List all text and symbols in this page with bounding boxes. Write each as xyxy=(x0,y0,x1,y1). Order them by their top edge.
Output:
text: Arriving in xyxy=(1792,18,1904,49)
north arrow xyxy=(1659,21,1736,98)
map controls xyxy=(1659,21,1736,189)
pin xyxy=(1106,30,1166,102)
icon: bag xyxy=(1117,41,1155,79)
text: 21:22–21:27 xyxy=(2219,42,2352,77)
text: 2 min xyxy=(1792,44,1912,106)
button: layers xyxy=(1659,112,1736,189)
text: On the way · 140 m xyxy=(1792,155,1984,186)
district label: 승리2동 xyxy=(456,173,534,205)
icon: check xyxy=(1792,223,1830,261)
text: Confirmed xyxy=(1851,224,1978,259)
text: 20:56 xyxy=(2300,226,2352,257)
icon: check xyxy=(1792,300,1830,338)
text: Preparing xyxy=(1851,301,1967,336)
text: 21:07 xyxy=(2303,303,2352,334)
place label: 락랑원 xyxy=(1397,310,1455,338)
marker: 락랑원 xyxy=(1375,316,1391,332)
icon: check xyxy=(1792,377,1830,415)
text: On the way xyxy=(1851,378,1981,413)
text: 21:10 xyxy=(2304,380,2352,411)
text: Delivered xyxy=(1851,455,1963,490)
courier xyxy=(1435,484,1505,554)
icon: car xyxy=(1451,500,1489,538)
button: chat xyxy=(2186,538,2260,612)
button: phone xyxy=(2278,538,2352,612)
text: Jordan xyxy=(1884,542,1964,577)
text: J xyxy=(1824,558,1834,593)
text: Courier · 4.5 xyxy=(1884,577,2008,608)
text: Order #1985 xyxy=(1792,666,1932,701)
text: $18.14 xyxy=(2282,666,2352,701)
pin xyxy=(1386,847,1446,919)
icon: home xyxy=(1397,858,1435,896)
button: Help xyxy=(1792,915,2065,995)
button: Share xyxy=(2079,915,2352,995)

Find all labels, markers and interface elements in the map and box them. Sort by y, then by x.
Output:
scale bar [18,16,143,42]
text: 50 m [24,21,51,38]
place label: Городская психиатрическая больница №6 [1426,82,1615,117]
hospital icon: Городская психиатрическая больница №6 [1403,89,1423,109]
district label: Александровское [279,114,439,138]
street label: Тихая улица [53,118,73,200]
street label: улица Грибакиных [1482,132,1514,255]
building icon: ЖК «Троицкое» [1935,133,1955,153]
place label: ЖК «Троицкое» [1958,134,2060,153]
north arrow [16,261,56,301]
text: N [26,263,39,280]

◆ ◆ ◆ ◆ ◆

_Try it:_ Pull out every line in the material above where "icon" occurs.

_Solution to this task:_
icon: bag xyxy=(1117,41,1155,79)
icon: check xyxy=(1792,223,1830,261)
icon: check xyxy=(1792,300,1830,338)
icon: check xyxy=(1792,377,1830,415)
icon: car xyxy=(1451,500,1489,538)
icon: home xyxy=(1397,858,1435,896)
hospital icon: Городская психиатрическая больница №6 [1403,89,1423,109]
building icon: ЖК «Троицкое» [1935,133,1955,153]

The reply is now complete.